Kidney tumors comprise approximately 6% of all
childhood cancers. WT is the most common primary renal
neoplasm in children. The exact incidence and outcome of
these tumors in Pakistan is unknown. Although our study
is a single institution experience, biases regarding patient
selection have to be considered. In the absence of larger
cohorts this may represent some of our patient characteristics
and help promote better understanding of our population.
In our study the most common histopathological
subtype was WT (91%). The median age at the time of
diagnosis was 4 years, which is slightly higher than reported
from developed countries but similar to the data
reported from Sudan, Nigeria and other developing countries[
2,
6,
10-
13]. Boys outnumbered girls with a ratio of 1.5:1, again consistent with literature from other resource
poor countries[
14-
16]. This may either be a true reflection
of sex predilection for the disease or a gender bias
in our culture where males are brought preferentially to
medical attention than females.
The first Wilms tumor trial from the United Kingdom
Children Cancer Study Group (UKCCSG) reported abdominal
mass as the most common presenting symptom
with comparable reports from other studies[6,13,17,18].
Fever, abdominal pain, gross hematuria, and hypertension
are other frequently seen symptoms in these children[2].
Similar observations were seen in our study population.
A substantial proportion (74%) of our patients presented
as advanced stage disease (Stage III and IV). This is another significant factor that determines the outcome.
Davidson and others[19] have reported a similar pattern
of advanced stage disease in developing countries. In
our study the relapse free survival of children with WT
was 56% that compares with the reported figures from
developing countries but still far less than the developed
countries[4,6,13,20]. Older age and advanced stage of
the disease found in our children at presentation might
have contributed to the poorer outcome. The outcome in
five children is unknown as they were lost to follow-up,
two of them just after completion of therapy and 3 after
relapse. Loss to follow-up and abandonment of treatment
are factors known to contribute to poor survival[8,21].

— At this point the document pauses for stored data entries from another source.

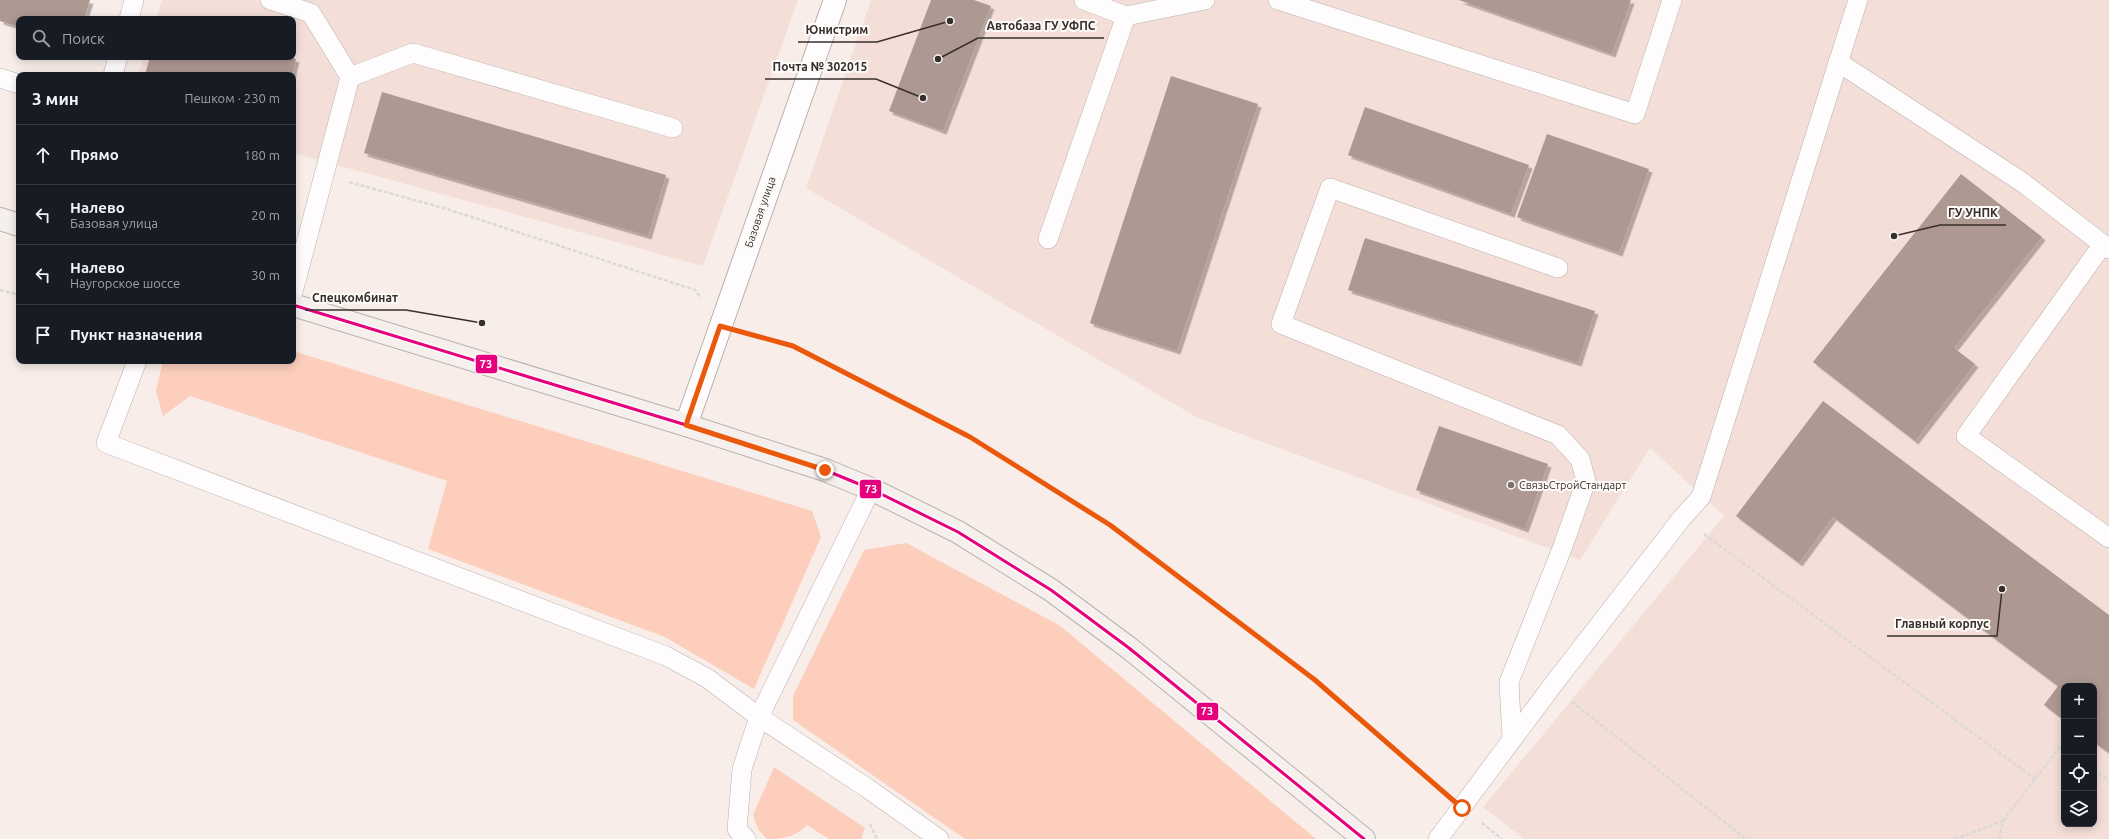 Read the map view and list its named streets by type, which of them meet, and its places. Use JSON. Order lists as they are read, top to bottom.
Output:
{
  "streets": {
    "street": ["Базовая улица"]
  },
  "places": [
    "Юнистрим",
    "Автобаза ГУ УФПС",
    "Почта № 302015",
    "ГУ УНПК",
    "Спецкомбинат",
    "СвязьСтройСтандарт",
    "Главный корпус"
  ],
  "lines": ["transit line 73"],
  "page": {
    "search": "Поиск",
    "heading": ["3 мин", "Пешком · 230 m"],
    "list": [
      ["Прямо", "180 m"],
      ["Налево", "Базовая улица", "20 m"],
      ["Налево", "Наугорское шоссе", "30 m"],
      "Пункт назначения"
    ],
    "map_buttons": ["+", "−"]
  }
} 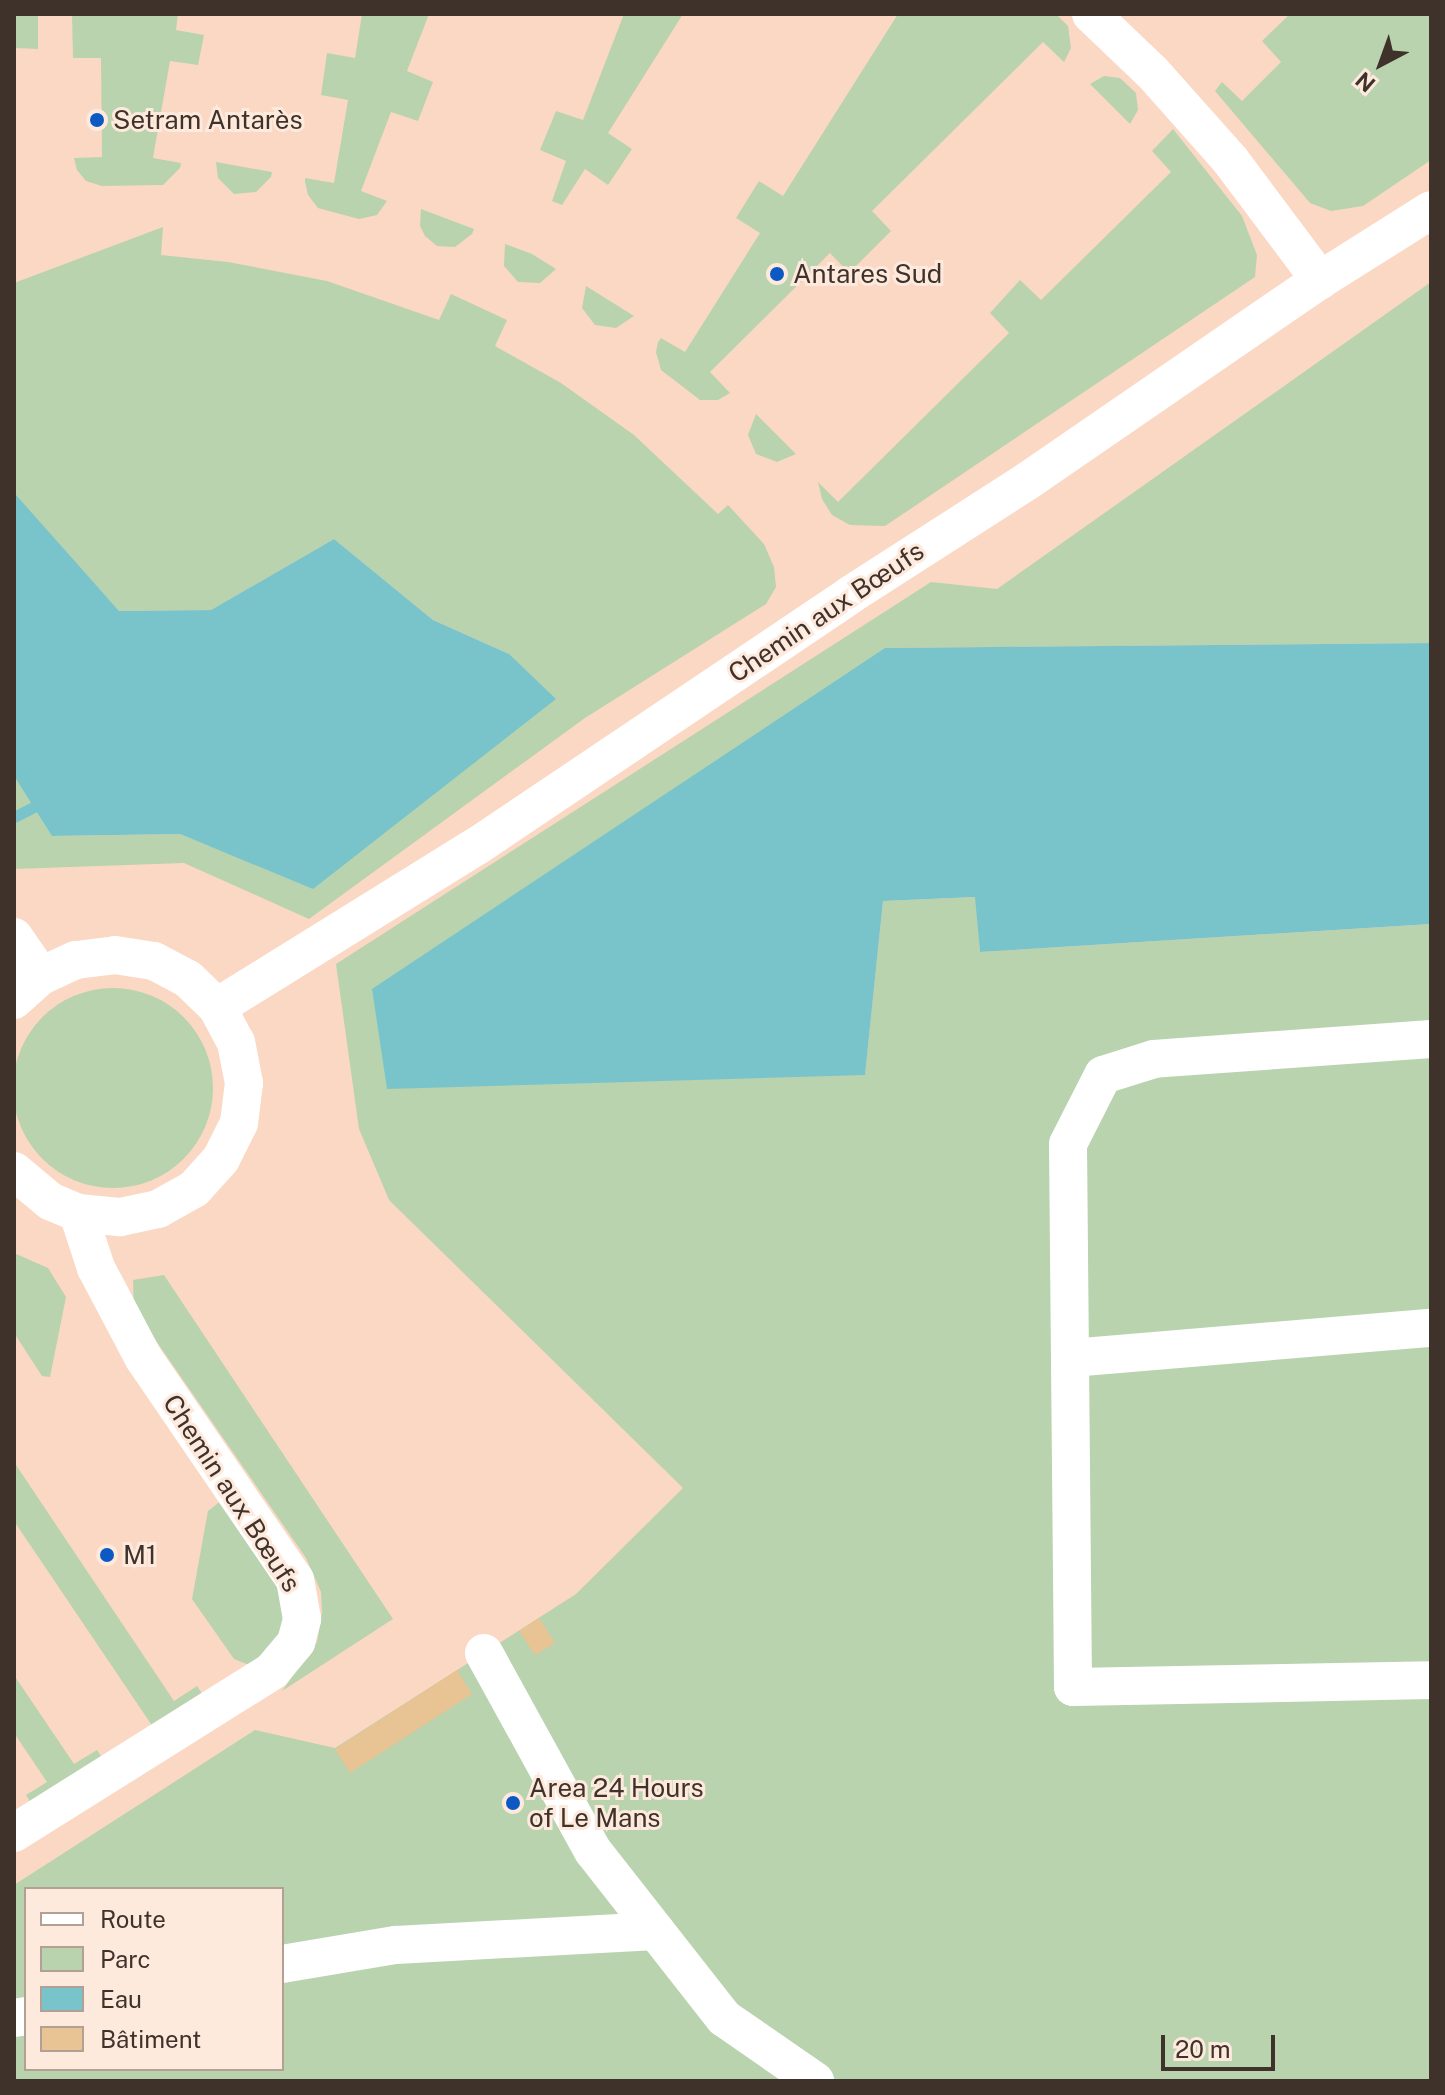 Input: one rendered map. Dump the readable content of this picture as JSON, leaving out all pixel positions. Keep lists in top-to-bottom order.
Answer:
{
  "streets": {
    "street": ["Chemin aux Bœufs"]
  },
  "places": [
    "Setram Antarès",
    "Antares Sud",
    "M1",
    "Area 24 Hours of Le Mans"
  ],
  "legend": [
    "Route",
    "Parc",
    "Eau",
    "Bâtiment"
  ],
  "scale_bar": "20 m",
  "north": "bottom left"
} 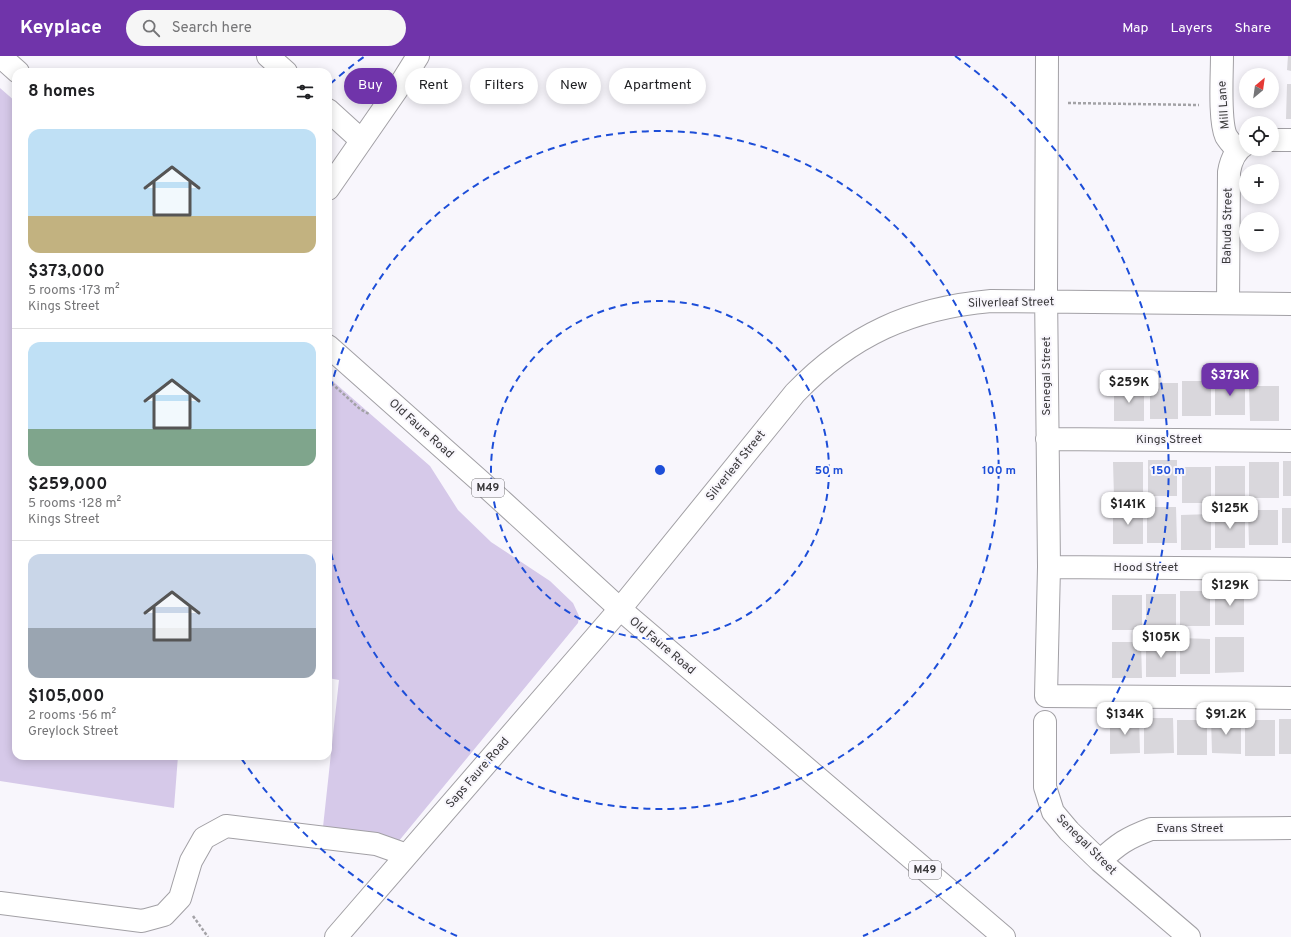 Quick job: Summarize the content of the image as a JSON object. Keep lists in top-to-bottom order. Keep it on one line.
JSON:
{"streets":{"street":["Mill Lane","Bahuda Street","Silverleaf Street","Senegal Street","Old Faure Road","Kings Street","M49","Hood Street","Saps Faure Road","Evans Street"]},"crossings":[["Bahuda Street","Silverleaf Street"],["Silverleaf Street","Senegal Street"],["Silverleaf Street","Old Faure Road"],["Silverleaf Street","Saps Faure Road"],["Senegal Street","Kings Street"],["Senegal Street","Hood Street"],["Senegal Street","Evans Street"],["Old Faure Road","Saps Faure Road"]],"north":"top right","page":{"header":"Keyplace","search":"Search here","nav":["Map","Layers","Share"],"map_buttons":["+","−"],"chip":["Buy","Rent","Filters","New","Apartment"],"heading":"8 homes","list":[{"name":"$373,000","note":"5 rooms · 173 m² · Kings Street"},{"name":"$259,000","note":"5 rooms · 128 m² · Kings Street"},{"name":"$105,000","note":"2 rooms · 56 m² · Greylock Street"}],"price":["$373K","$259K","$141K","$125K","$129K","$105K","$134K","$91.2K"]},"rings":["50 m","100 m","150 m"]}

All relapses seen in our children with WT were seen within
6 months of completion of therapy. Early relapses have
been associated with poor outcome and may reflect more
aggressive nature of disease seen in children residing in
developing countries[22]. The most frequent sites of relapse
reported in children with WT are the lungs, while
original tumor bed, liver, brain and bone are less frequently
involved[23]. In our observation primary tumor bed
was the predominant site of relapse seen in all patients
with combination of lung and/or liver metastasis. The relapses
were seen more in children who had pre-operative
chemotherapy (PC). Under staging because of difficulty
of assessing nodal spread and alteration in histology with
PC has been known to increase local relapses as shown
in SIOP 6 trial[24]. All 5 NWTS trials have been based
on upfront nephrectomy (UN) with risk adapted chemotherapy/
radiotherapy and recommendation that all children
who had inoperable tumors at diagnosis be treated
as Stage III to overcome the above mentioned issues. The
International Society of Pediatric Oncology (SIOP) on the
other hand uses PC to decrease the risk of tumor spillage.
With the excellent outcome of children treated on either
of the two regimens the aim is now to decrease the risk of
potential long term sequelae without altering the efficacy.
Cardiotoxicity secondary to anthracyclines and effects on
growth and fertility after abdominal irradiation are the
major long term sequelae seen in these patients[25].
In our patients advanced disease at diagnosis resulting
in inadequate local control even with delayed nephrectomy,
further delay in radiation because of parental anxiety and concerns, intra-operative tumor spillage and intolerance
to chemotherapy could be some of the risk factors
for relapses in our patients. Multidisciplinary team approach
comprising of surgeons, radiation and pediatric
oncologist with development of expertise in their respective
fields is essential for improving the outcome of these
children. Uniform protocols need to be established to give
standard of care to all and to evaluate the outcome in a
more significant manner. Collaborative efforts also need
to be established between the caregivers and different
centres involved in the care of these children as all facilities
may not be available at a single institute.
In contrast to WT, recurrences in CCSK are usually
seen 3 years after completion of treatment. The most
preferential sites of recurrences are bone and local bed
of tumor followed by brain and liver[26]. The only child
with CCSK diagnosed and treated at our hospital relapsed
after 24 months. Another unusual finding in our study was
a child with RTK who presented at 8 years of age. The
NWTS reported RTK being more frequently seen in children
less than 2 years of age with only one out of 142 children
above 8 years of age[27]. Although the prognosis
is better for older children, our patient died early during
chemotherapy secondary to infection.
A significant proportion (22%) of our children left
after the establishment of diagnosis. The exact reasons
for leaving were not ascertained but inadequate finances,
ignorance, lack of support in terms of lodging and misconceptions
about the disease as reported in other studies,
were the most probable factors[6,7,13,19].